A new Navy recruiting commercial highlights the service’s global footprint with sailors operating ships, fighter-jets and undersea technologies – all as part of the Navy’s new recruiting push to appeal to young potential sailors.
The new commercial, which will debut Friday night on ESPN’s X-Games, called “Pin Map,” depicts Navy sailors performing a range of tasks to include detecting IEDs with ground robots, climbing snow-covered mountains with rifles, operating rigid-inflatable boats at sea, and flying carrier-launched aircraft in formation.
Each “pin” is intended to signify a strategically important part of the globe where Navy forces operate. Part of the rationale is to emphasize warfighting and sailors, pointing to the range of functions they perform in crucial areas around the world.
A key strategy with this new ad is to depart completely from the much-known and often criticized “NAVY: A Global Force for Good” ad campaign.
“Pin Map highlights Navy's unique ability to operate around the world -- on, above and below the sea. I think most folks will immediately take notice that Pin Map and its sister commercial The Shield, released in December, are a pretty big departure from the themes and images of our early Global Force for Good commercials,” said Cmdr.
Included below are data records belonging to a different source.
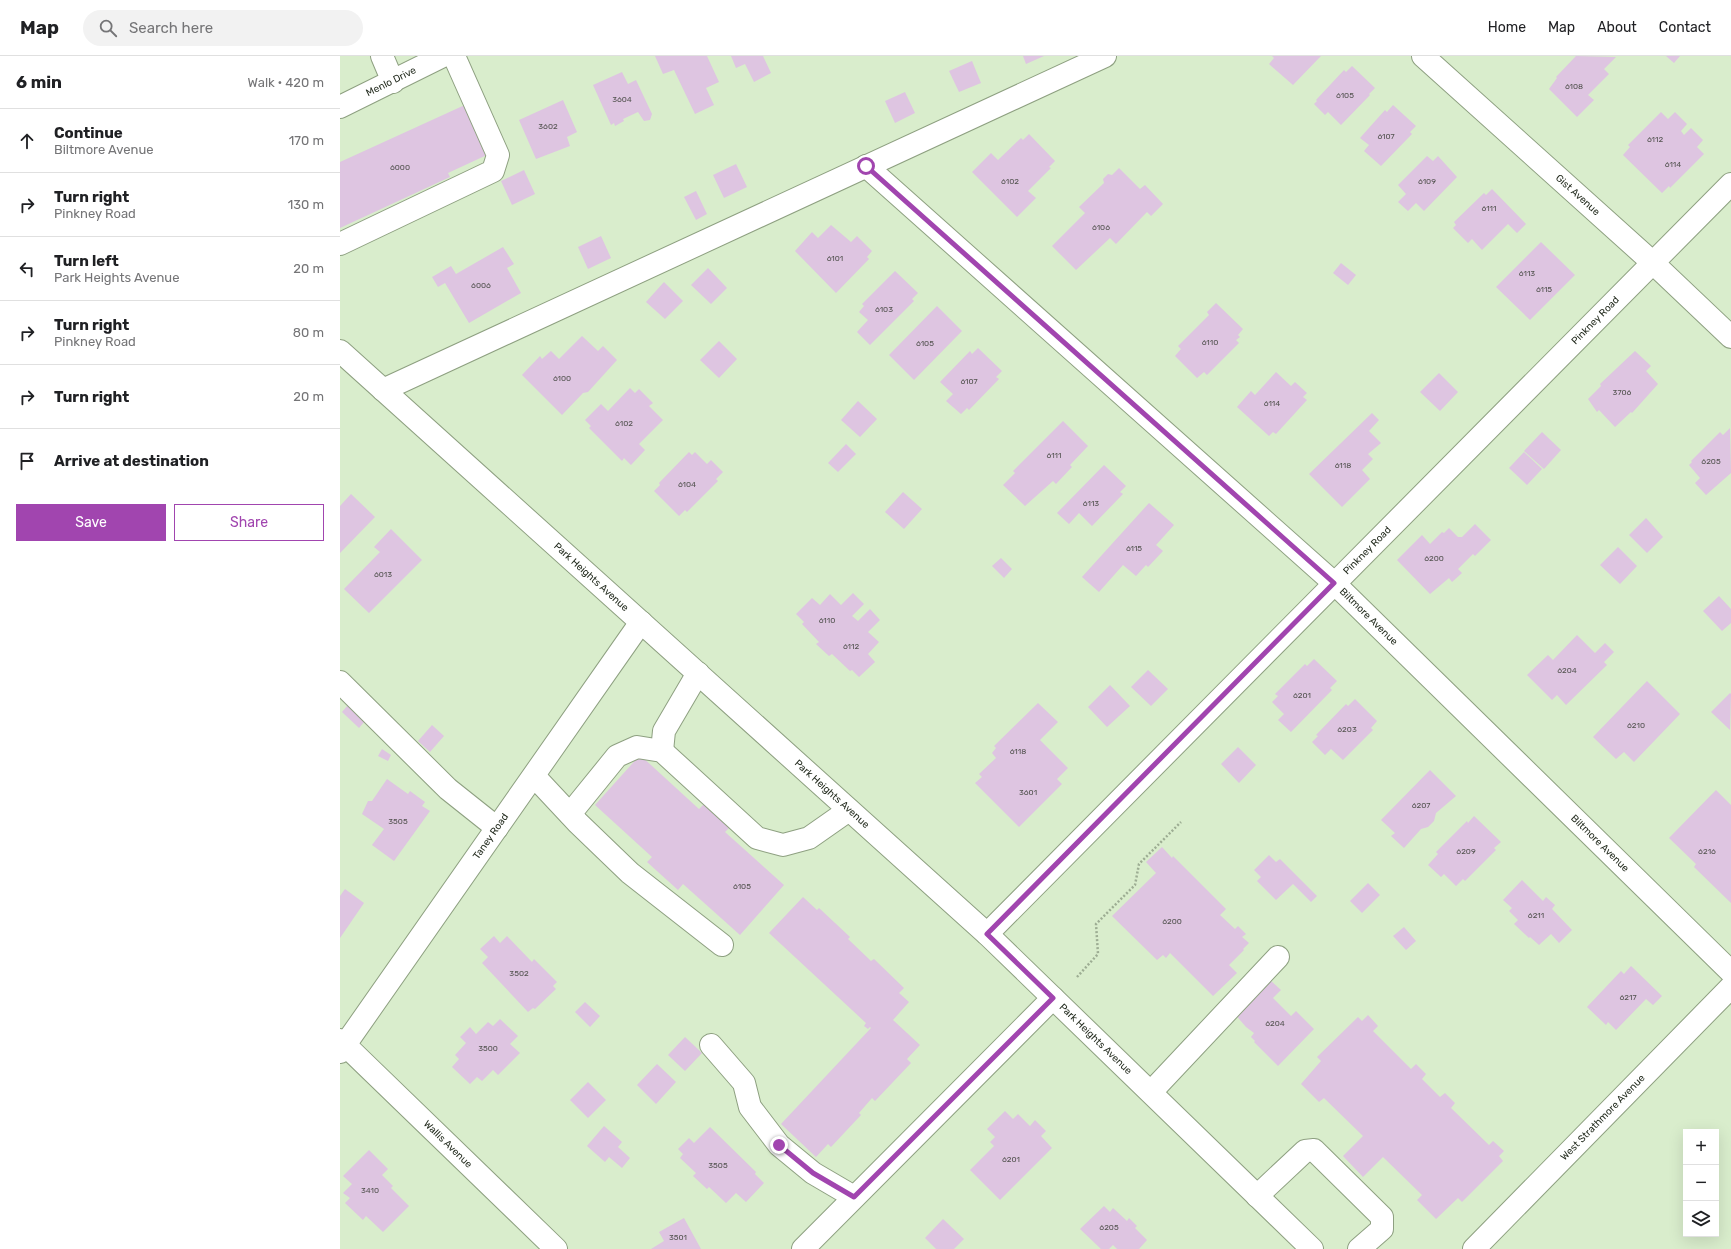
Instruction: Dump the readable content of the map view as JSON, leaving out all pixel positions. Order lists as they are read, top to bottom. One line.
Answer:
{"streets":{"street":["Menlo Drive","Gist Avenue","Pinkney Road","Park Heights Avenue","Biltmore Avenue","Taney Road","West Strathmore Avenue","Wallis Avenue"]},"crossings":[["Gist Avenue","Pinkney Road"],["Pinkney Road","Park Heights Avenue"],["Pinkney Road","Biltmore Avenue"],["Park Heights Avenue","Taney Road"],["Taney Road","Wallis Avenue"]],"house_numbers":["6108","6105","3604","3602","6107","6112","6114","6000","6102","6109","6111","6106","6101","6113","6006","6115","6103","6110","6105","6100","6107","3706","6114","6102","6111","6205","6118","6104","6113","6115","6200","6013","6110","6112","6204","6201","6210","6203","6118","3601","6207","3505","6209","6216","6105","6211","6200","3502","6217","6204","3500","6201","3505","3410","6205","3501"],"page":{"header":"Map","search":"Search here","nav":["Home","Map","About","Contact"],"heading":["6 min","Walk · 420 m"],"list":[["Continue","Biltmore Avenue","170 m"],["Turn right","Pinkney Road","130 m"],["Turn left","Park Heights Avenue","20 m"],["Turn right","Pinkney Road","80 m"],["Turn right","20 m"],"Arrive at destination"],"buttons":["Save","Share"],"map_buttons":["+","−"]}}
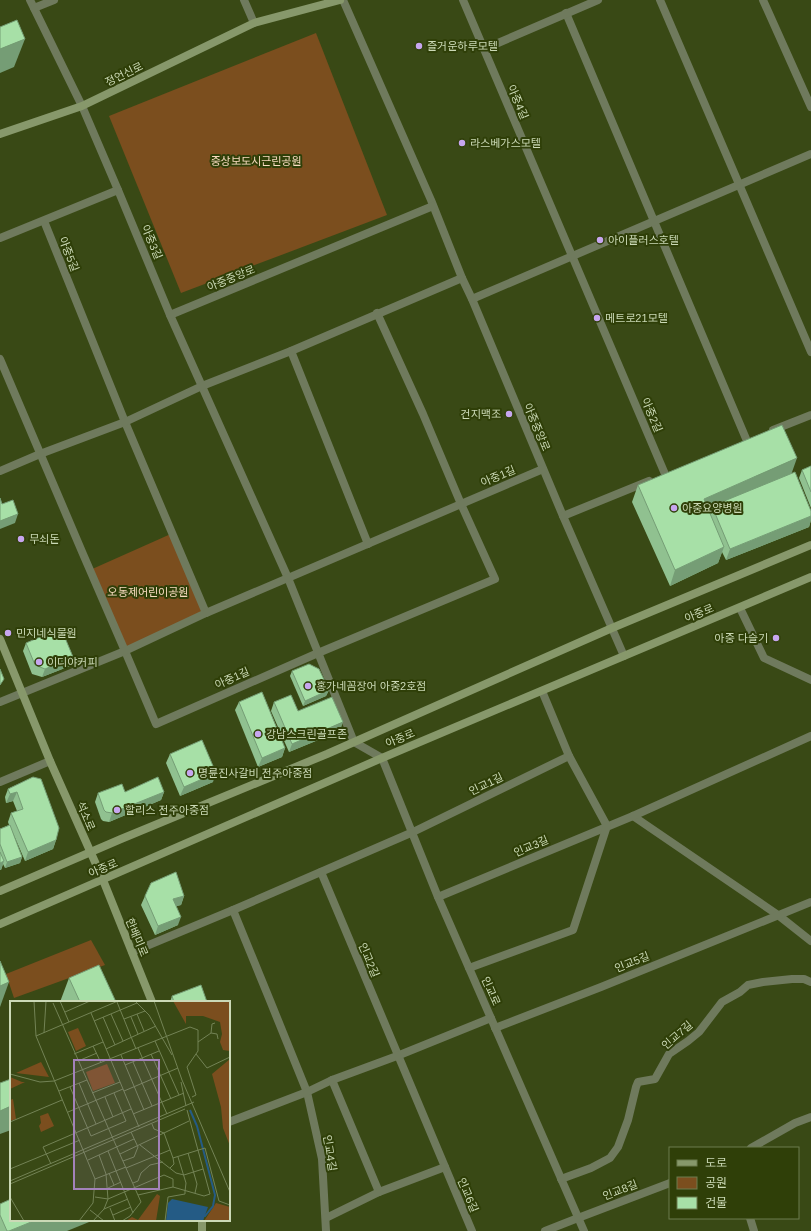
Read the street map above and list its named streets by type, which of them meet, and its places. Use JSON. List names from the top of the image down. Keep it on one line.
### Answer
{"streets":{"street":["정언신로","아중4길","아중3길","아중5길","아중중앙로","아중2길","아중1길","아중로","인교1길","석소로","인교3길","한배미로","인교2길","인교5길","인교로","인교7길","인교4길","인교8길","인교6길"]},"crossings":[["정언신로","아중3길"],["아중4길","아중2길"],["아중3길","아중중앙로"],["아중3길","아중1길"],["아중중앙로","아중2길"],["아중중앙로","아중1길"],["아중중앙로","아중로"],["아중1길","석소로"],["아중로","석소로"],["아중로","한배미로"],["아중로","인교로"],["인교1길","인교로"],["석소로","한배미로"],["인교3길","인교로"],["인교5길","인교로"],["인교로","인교7길"],["인교로","인교8길"]],"parks":["중상보도시근린공원","오동제어린이공원"],"places":["즐거운하루모텔","라스베가스모텔","아이플러스호텔","메트로21모텔","건지맥조","아중요양병원","무쇠돈","민지네식물원","아중 다슬기","이디야커피","홍가네꼼장어 아중2호점","강남스크린골프존","명륜진사갈비 전주아중점","할리스 전주아중점"],"legend":["도로","공원","건물"]}
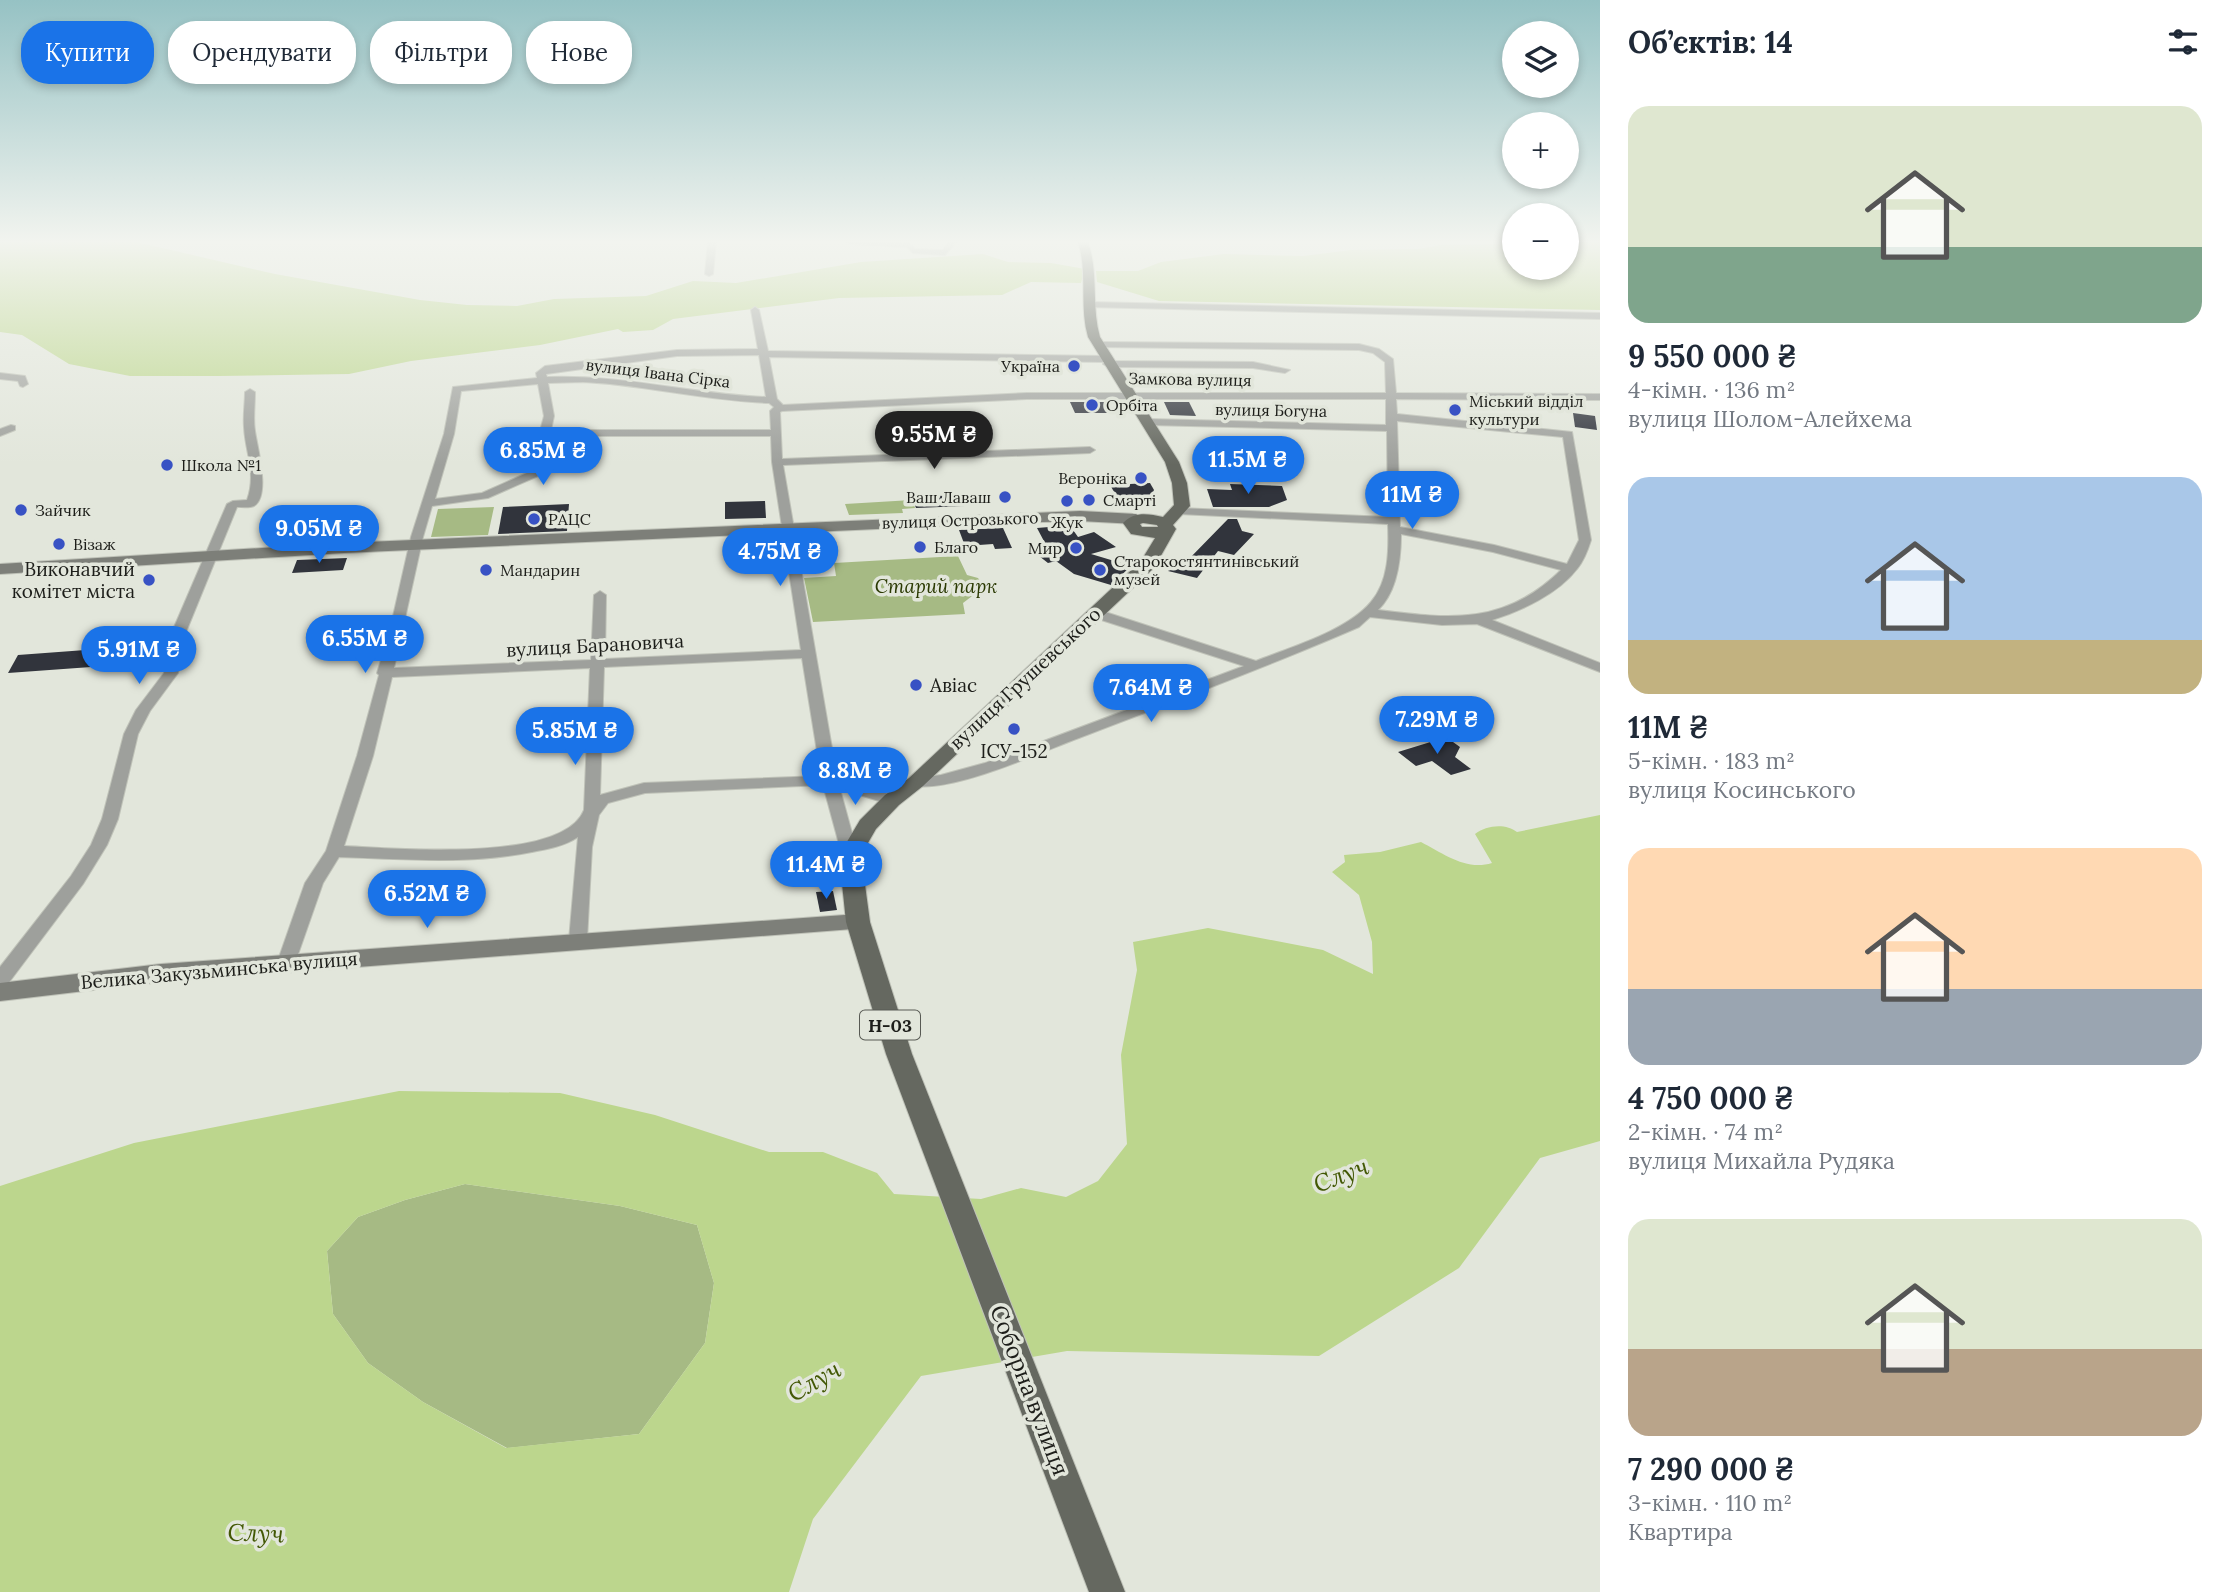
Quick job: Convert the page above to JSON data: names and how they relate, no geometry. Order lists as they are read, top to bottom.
{
  "streets": {
    "main road": [
      "вулиця Острозького",
      "вулиця Грушевського",
      "Велика Закузьминська вулиця",
      "Н-03",
      "Соборна вулиця"
    ],
    "street": [
      "вулиця Івана Сірка",
      "Замкова вулиця",
      "вулиця Богуна",
      "вулиця Барановича"
    ]
  },
  "crossings": [
    ["вулиця Івана Сірка", "Замкова вулиця"],
    ["вулиця Грушевського", "Н-03"],
    ["Велика Закузьминська вулиця", "Н-03"],
    ["Велика Закузьминська вулиця", "Соборна вулиця"],
    ["Н-03", "Соборна вулиця"]
  ],
  "water": ["Случ"],
  "parks": ["Старий парк"],
  "places": [
    "Україна",
    "Орбіта",
    "Міський відділ культури",
    "Школа №1",
    "Вероніка",
    "Ваш Лаваш",
    "Смарті",
    "Жук",
    "Зайчик",
    "РАЦС",
    "Візаж",
    "Благо",
    "Мир",
    "Мандарин",
    "Старокостянтинівський музей",
    "Виконавчий комітет міста",
    "Авіас",
    "ІСУ-152"
  ],
  "page": {
    "heading": "Об’єктів: 14",
    "map_buttons": ["+", "−"],
    "chip": [
      "Купити",
      "Орендувати",
      "Фільтри",
      "Нове"
    ],
    "list": [
      {
        "name": "9 550 000 ₴",
        "note": "4-кімн. · 136 m² · вулиця Шолом-Алейхема"
      },
      {
        "name": "11M ₴",
        "note": "5-кімн. · 183 m² · вулиця Косинського"
      },
      {
        "name": "4 750 000 ₴",
        "note": "2-кімн. · 74 m² · вулиця Михайла Рудяка"
      },
      {
        "name": "7 290 000 ₴",
        "note": "3-кімн. · 110 m² · Квартира"
      }
    ],
    "price": [
      "9.55M ₴",
      "6.85M ₴",
      "11.5M ₴",
      "11M ₴",
      "9.05M ₴",
      "4.75M ₴",
      "6.55M ₴",
      "5.91M ₴",
      "7.64M ₴",
      "7.29M ₴",
      "5.85M ₴",
      "8.8M ₴",
      "11.4M ₴",
      "6.52M ₴"
    ]
  }
}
Chris Servello, spokesman for the Navy Chief of Personnel.
A national poll found that only 20-percent of Americans support the message of America’s Navy as a “global force for good,” according to a Navy Times report in February of 2013.
According to a Rasmussen Reports survey released in 2013, 70-percent of 1,000 survey respondents said the Navy’s responsibility was to defend the nation, not necessarily to perform “good” deeds, the article said.
As a result, it is perhaps not surprising that the new ad campaign emphasizes sailors and warfighting techniques and technologies without mentioning being a force for “good.”
A 30-second version of the “Pin Map” ad campaign will debut Friday evening at 10:30 EST on ESPN during coverage of the Winter X Games, Servello said.